Combining a panning motion of the camera (left to right, or right to left movement) with a slow shutter speed can be used to give a sense of speed, as in the car photo that opens this article. It gives a sense of movement to the car, but doesn’t blur out any of the car’s detail if you keep the car in the same spot in the frame as you pan. With the running water in the photo below, the static camera but blurry water gives the water a sense of fluid motion. When you are taking a photo with your camera in a semi-automatic (TV/AV) or manual exposure mode, then consideration must be given to the required shutter speed for your subject. Most of the time we are looking to freeze our subject with a fast enough shutter speed and capture that one singular moment, but sometimes the creative effect of a slower speed can also be desirable.
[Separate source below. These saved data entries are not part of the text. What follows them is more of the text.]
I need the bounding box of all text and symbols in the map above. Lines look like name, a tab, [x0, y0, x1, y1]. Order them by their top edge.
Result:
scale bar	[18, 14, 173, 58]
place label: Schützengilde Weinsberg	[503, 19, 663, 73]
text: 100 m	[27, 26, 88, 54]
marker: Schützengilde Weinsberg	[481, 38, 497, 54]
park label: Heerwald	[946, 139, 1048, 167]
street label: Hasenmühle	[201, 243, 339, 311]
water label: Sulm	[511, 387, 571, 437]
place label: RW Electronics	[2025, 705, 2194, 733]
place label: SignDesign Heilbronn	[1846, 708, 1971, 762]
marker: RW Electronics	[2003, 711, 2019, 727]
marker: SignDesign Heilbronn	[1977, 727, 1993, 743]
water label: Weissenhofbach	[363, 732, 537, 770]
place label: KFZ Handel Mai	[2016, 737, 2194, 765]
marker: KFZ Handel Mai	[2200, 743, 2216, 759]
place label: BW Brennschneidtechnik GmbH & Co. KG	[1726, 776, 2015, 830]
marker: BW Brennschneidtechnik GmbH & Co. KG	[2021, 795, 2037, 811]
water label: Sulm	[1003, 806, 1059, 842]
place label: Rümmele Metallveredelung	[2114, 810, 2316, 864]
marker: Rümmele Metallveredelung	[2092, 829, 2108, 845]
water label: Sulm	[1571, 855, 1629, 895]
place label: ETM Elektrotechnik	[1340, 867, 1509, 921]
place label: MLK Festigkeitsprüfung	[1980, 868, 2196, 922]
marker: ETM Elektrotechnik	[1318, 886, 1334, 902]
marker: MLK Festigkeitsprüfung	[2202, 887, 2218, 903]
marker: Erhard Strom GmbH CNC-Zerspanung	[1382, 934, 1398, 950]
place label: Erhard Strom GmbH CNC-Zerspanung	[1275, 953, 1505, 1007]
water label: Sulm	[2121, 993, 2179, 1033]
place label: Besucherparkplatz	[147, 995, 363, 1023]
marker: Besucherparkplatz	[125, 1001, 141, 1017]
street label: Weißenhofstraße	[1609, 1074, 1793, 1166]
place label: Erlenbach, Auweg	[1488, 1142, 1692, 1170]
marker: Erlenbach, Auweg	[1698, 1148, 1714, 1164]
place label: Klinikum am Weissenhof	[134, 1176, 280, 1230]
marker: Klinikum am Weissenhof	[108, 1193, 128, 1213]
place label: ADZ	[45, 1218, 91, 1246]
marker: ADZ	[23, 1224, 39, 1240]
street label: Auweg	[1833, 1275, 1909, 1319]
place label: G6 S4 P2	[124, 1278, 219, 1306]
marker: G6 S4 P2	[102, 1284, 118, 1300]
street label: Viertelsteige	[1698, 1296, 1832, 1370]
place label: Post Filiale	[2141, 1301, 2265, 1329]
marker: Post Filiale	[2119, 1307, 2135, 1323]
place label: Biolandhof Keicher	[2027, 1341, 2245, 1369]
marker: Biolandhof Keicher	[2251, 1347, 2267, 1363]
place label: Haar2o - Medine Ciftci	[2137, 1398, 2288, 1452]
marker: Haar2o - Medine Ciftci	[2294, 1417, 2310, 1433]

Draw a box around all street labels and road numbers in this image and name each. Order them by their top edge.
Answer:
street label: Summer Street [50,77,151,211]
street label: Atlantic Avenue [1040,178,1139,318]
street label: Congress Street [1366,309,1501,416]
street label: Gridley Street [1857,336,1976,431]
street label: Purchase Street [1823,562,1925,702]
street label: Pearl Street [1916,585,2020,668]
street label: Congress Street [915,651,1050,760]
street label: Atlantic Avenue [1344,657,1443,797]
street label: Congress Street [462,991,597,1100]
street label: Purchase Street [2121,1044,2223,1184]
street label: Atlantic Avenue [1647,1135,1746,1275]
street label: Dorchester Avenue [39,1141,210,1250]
What shutter speed is fast enough? Well that will depend on your subject! Further down this article there’s a handy reference guide that’ll get you started with some typical scenarios.
How is shutter speed measured?
A camera’s shutter speed is measured as a fraction of a second for all speeds that are under a second. For example 1/250 means one two hundred and fiftieth of a second, or 1/8 means one eighth of a second. The shutter speeds that are available to choose from might vary depending on the type of camera you are using, but typically a DSLR will go from 1/4000 all the way to 30 seconds. Further down this page you’ll find a handy reference chart that shows all of the standard options in between. Some pro level DSLRs will allow even faster speeds than 1/8000 and many will have ‘BULB’ mode for shooting at longer than 30 seconds. This mode keeps the shutter open for as long as you hold down the shutter button.
If you double your shutter speed then the shutter will be open for half the amount of time so you half the amount of light that’s reaching the sensor. This is therefore equivalent to a 1-stop change in exposure. To maintain the same overall exposure in our image, we must remember the exposure triangle and either double our ISO, or open up our aperture by one stop to compensate.